If you apply for a credit card, your chosen provider conducts a comprehensive assessment of your eligibility. In order to minimise the risk of accepting a high-risk applicant, they will check you against a specific criteria to determine your eligibility.
That’s not to say that you are not guaranteed a credit card if you fail to meet this criteria. You could apply for a credit card with the Post Office, for instance — they are noted as one of the best credit card providers for those looking to rebuild their credit score, and may accept your application, subject to eligibility.
However, there are still some factors that will impact your credit card eligibility. Here are a few you need to know.
1. A high utilisation rate on your credit card.
Your credit card utilisation rate refers to the amount of credit you have borrowed on your account, given its limits.

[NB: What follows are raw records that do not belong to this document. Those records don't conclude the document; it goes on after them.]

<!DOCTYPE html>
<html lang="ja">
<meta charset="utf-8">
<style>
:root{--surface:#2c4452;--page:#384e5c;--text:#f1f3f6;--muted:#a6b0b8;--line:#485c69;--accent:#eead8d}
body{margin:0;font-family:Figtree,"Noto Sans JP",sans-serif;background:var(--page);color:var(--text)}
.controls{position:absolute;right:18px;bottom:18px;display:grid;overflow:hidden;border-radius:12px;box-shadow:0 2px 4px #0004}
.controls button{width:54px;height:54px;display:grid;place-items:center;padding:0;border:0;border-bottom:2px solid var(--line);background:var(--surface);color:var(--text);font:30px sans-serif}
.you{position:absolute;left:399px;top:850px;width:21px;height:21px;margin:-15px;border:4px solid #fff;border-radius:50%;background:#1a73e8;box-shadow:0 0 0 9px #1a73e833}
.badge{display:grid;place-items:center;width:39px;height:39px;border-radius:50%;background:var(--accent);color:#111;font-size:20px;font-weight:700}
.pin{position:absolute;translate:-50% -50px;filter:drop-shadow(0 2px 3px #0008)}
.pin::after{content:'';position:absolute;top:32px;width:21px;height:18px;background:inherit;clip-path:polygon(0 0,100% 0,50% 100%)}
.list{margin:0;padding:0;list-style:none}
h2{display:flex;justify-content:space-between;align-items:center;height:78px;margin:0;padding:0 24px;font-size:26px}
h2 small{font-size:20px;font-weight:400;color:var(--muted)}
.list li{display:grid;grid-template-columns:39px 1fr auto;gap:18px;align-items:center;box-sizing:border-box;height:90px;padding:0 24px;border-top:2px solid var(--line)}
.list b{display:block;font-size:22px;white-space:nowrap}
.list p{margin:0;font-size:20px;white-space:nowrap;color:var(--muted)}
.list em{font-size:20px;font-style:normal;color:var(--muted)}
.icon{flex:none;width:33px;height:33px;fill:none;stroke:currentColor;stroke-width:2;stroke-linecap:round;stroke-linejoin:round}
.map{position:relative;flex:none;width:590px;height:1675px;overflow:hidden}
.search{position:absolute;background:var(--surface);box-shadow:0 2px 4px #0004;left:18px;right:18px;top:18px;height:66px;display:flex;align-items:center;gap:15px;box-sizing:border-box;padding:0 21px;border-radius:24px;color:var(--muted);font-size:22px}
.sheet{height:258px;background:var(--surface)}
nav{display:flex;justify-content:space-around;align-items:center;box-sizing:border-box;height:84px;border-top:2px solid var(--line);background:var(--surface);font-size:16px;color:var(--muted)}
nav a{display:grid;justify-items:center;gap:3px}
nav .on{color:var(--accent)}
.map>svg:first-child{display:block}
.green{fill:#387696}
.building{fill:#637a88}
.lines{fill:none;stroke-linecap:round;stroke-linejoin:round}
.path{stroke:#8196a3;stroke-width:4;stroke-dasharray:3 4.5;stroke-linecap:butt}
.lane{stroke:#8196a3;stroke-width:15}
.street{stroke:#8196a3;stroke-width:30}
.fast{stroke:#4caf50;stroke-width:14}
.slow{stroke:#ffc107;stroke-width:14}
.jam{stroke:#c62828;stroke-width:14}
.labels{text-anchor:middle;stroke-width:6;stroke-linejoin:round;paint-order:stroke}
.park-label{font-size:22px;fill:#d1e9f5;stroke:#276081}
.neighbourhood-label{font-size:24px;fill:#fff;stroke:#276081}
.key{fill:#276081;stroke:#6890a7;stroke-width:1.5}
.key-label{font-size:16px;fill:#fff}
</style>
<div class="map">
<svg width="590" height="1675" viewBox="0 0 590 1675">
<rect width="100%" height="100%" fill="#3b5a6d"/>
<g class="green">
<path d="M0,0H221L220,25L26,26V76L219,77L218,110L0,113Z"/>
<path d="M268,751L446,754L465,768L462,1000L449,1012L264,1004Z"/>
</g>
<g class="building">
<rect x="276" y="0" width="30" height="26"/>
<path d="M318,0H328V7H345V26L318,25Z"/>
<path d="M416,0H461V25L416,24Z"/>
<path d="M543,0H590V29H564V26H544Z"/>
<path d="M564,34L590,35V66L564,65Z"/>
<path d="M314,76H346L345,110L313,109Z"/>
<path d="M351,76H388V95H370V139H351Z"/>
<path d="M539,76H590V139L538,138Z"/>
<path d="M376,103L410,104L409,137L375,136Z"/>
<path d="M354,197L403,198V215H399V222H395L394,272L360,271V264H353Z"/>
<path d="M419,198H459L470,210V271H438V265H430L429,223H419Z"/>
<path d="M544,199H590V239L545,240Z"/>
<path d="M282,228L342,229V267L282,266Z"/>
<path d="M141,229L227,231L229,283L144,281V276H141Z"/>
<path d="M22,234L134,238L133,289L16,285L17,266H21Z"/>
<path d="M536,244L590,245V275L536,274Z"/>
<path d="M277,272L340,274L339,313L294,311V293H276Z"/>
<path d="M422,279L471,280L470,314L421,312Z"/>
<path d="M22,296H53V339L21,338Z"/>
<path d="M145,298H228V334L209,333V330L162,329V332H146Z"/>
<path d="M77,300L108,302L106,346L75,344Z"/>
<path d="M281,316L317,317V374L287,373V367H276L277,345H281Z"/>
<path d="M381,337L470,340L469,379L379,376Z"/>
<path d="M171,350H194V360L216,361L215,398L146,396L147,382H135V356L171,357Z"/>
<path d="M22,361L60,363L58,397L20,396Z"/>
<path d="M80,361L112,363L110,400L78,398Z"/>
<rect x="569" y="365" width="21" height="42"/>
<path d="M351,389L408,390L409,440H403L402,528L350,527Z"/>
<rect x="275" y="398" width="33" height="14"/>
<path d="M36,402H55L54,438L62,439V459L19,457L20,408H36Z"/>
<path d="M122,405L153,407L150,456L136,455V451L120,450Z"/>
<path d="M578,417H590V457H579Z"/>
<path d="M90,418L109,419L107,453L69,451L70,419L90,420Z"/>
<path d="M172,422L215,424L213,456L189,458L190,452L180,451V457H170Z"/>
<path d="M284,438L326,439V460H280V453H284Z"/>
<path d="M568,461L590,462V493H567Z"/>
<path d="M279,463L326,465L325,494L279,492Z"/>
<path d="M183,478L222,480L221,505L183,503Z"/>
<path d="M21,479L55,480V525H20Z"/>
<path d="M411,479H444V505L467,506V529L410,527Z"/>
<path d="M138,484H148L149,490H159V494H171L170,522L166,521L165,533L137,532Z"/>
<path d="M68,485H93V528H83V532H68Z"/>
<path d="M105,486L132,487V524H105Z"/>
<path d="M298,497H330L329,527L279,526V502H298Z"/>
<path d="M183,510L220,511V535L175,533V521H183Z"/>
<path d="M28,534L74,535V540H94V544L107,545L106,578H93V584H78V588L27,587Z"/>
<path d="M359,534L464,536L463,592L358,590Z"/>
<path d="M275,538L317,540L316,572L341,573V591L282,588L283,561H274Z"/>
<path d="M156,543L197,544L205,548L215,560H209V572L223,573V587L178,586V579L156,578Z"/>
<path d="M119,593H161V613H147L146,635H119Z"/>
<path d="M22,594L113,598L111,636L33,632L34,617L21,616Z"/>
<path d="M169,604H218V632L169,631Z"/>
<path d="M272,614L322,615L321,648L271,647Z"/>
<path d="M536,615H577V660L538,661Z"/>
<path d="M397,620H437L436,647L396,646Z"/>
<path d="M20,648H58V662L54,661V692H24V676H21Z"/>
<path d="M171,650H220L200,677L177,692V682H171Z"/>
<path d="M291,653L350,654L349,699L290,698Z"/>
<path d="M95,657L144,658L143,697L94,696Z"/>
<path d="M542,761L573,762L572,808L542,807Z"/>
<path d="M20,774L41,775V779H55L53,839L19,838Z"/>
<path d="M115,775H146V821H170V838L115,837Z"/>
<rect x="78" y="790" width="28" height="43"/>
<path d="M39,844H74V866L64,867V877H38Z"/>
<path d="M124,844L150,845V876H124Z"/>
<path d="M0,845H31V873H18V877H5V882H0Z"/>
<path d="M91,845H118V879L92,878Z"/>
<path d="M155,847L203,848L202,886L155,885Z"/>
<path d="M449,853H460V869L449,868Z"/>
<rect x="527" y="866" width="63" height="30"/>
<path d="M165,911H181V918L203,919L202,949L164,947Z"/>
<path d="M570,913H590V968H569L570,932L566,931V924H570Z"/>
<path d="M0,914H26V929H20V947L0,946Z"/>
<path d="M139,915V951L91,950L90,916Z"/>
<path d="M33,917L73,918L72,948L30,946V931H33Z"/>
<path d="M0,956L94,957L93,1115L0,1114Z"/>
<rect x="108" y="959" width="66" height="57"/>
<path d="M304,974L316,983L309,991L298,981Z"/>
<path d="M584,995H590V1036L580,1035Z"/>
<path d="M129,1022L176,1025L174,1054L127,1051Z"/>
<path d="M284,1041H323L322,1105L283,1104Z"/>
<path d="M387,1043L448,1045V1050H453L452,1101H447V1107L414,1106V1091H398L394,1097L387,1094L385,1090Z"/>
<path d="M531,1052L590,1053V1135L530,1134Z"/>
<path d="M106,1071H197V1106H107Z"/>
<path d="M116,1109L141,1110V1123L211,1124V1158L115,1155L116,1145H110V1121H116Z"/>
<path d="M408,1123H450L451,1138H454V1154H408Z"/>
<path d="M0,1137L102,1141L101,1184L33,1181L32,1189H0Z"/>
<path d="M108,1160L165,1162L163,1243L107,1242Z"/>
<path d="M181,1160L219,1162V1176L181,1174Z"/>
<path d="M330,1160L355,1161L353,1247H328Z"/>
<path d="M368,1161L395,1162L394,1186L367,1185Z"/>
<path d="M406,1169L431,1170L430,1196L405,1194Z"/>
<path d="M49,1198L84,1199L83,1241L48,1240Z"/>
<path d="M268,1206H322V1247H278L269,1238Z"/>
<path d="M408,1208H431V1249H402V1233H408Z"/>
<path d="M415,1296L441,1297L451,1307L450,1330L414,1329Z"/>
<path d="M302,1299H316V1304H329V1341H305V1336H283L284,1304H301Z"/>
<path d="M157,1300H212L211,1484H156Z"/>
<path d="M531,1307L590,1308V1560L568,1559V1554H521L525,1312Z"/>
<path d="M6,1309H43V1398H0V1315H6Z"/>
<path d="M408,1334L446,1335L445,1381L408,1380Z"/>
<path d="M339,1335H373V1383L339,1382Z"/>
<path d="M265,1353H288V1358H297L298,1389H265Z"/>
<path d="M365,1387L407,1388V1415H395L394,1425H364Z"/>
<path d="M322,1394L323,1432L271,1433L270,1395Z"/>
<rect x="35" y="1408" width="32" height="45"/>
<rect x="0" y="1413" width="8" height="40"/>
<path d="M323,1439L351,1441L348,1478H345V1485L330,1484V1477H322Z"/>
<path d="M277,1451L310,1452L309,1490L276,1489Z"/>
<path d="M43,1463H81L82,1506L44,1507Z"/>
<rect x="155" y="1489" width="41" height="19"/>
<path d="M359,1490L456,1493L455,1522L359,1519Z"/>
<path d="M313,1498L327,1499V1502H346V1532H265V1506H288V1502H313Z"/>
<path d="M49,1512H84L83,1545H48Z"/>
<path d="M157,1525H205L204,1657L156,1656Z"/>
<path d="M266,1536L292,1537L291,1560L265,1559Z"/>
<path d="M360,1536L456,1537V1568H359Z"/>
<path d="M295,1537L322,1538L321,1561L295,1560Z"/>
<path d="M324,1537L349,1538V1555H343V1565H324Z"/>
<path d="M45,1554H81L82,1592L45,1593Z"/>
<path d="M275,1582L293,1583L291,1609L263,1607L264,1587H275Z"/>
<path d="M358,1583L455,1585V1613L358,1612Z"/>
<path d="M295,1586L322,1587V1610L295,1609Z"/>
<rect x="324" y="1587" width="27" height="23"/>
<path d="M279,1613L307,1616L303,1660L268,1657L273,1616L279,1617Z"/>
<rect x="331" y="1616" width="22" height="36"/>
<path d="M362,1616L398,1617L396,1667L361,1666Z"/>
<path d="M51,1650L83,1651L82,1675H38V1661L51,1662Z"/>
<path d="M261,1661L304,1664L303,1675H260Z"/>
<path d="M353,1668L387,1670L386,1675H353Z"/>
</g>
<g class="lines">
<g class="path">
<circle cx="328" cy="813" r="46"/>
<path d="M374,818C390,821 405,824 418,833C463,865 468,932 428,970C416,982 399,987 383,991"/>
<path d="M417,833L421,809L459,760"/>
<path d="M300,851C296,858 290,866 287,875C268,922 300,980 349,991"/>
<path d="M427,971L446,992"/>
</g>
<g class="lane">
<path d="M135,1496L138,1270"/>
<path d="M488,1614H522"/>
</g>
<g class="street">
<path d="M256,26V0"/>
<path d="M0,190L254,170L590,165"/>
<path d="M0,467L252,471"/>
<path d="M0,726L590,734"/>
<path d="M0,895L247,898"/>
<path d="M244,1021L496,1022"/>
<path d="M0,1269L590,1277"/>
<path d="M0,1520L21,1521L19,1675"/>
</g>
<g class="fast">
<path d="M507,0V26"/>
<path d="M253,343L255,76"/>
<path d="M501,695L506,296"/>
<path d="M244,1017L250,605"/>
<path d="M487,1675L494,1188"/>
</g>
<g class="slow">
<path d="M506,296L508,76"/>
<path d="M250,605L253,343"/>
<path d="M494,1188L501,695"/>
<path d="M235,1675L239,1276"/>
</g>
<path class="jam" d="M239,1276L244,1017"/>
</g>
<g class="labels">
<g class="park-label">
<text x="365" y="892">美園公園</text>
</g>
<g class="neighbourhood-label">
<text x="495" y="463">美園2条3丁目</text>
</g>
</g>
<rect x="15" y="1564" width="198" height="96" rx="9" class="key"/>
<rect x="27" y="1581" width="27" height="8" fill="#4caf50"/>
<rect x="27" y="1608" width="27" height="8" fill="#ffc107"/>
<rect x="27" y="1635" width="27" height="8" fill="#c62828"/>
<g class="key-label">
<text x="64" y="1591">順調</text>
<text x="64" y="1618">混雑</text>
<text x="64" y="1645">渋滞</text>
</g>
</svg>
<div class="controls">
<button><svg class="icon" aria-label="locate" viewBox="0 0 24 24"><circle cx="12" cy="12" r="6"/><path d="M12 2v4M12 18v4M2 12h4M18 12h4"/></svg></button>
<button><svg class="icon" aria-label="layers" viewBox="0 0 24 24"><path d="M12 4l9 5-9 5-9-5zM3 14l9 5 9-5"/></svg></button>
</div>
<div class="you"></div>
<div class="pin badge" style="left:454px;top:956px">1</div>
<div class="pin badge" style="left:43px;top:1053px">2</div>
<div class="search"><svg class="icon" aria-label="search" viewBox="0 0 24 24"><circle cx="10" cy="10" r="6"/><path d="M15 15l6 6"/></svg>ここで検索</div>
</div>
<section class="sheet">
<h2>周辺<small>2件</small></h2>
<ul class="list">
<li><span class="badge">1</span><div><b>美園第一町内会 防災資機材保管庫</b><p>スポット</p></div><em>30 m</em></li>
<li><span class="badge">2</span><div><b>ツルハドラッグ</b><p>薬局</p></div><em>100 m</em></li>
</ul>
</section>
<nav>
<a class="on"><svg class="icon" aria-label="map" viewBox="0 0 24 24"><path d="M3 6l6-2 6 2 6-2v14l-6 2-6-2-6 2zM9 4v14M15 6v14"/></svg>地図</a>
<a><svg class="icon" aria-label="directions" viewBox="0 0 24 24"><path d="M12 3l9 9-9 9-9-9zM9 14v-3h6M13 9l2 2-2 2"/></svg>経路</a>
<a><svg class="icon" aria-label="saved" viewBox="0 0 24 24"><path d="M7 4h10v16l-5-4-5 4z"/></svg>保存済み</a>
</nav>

The best advice from financial experts stipulates that, in order to nurture a good credit rating (amongst other factors), you should use no more than 30% of your available credit at any one time, and ideally less than 20%.
This might seem counterintuitive — if you have credit there to use, why not use it?
In truth, if you draw too heavily upon your available credit, it signals to credit card companies that you might be struggling to pay back your debt. It also implies that you have few or scarce other revenue streams outside of your credit.
Such a situation would make you a high-risk candidate for a credit card, and you will be less likely to be accepted for a credit card in the future.
2. A history of late or missed credit payments.
When you have a credit card, you are required to pay off any outstanding debt by the date stipulated by your provider. Failure to meet these payments, either on time or at all, results in delinquencies.
If you have multiple delinquencies in your account, your selected credit card provider will flag it to credit bureaus. These are dedicated companies that record and centralise all data on customers and their credit history.
It is worth noting here that most card providers will not flag your delinquency to the bureaus until 30 days after you’ve missed your final pay date.
These delinquencies can stay on your credit history for up to seven years and, if you have too many of them, your eligibility for a credit card will be impacted.
3. A history of multiple hard inquiries on your account.
There are two types of inquiry that can be made into your credit history: hard inquiries and soft inquiries.
A soft inquiry is a check instigated by yourself, when you’re checking your credit score for example.
A hard inquiry refers to when a credit card provider performs a check on your credit history as part of their assessment of your credit card application.
When companies check your account, they conduct a hard inquiry in order to get the relevant information about your credit history — missed payments on bills, for instance, or late payments for debt.
Hard inquiries stay on your account for up to two years, but will only affect your overall credit score for a few months.
However, multiple hard inquiries on your history could indicate to card providers that you are actively looking for multiple loans — loans that you may struggle or be unable to pay back. As a result, credit card providers may be reluctant to accept your application.
4. An absence on the electoral roll.
The electoral roll is a list of everyone in the UK and Northern Ireland that is registered (and therefore eligible) to vote, and comprises the electoral register and the open register.
The former lists the name, address, and electoral number, and is used to combat voter fraud and other crimes, identify people for jury service, and verify identities during credit card application.
The open register, however, is not mandatory. This lists the same data as the standard register, but that data is able to be purchased by businesses for marketing purposes.
The main electoral register is used by credit card companies to verify your identity and confirm your personal details. Consequently, if you are not on the electoral register, you will be unable to build a good credit score. If you are not currently registered (or want to check), visit GOV.UK.
5. A relationship with others with a poor financial history.
Credit card application checks performed by providers are very thorough. In order to minimise the risk that they give a credit card to a risky candidate, companies perform a number of extensive checks, including looking at who you are financially connected to.
This can be anyone, of course, but usually refers to a romantic partner with which you have joint credit with, for example, with a shared credit card or a mortgage.
While this is fine in itself, if they have a poor credit score, a series of delinquencies in their credit history, and so on, this can cause issues. Credit card providers will see this when they conduct a check on you as part of your application, and it may negatively impact your own eligibility for a credit card as a result.
When you apply for a credit card, your chosen provider takes into account a wide range of factors. The points listed above are just a few of the things that they will consider, and give an insight into how thorough these checks are. If you are considering applying for a credit card this year, bear these in mind as you do so and take steps to strengthen your application accordingly.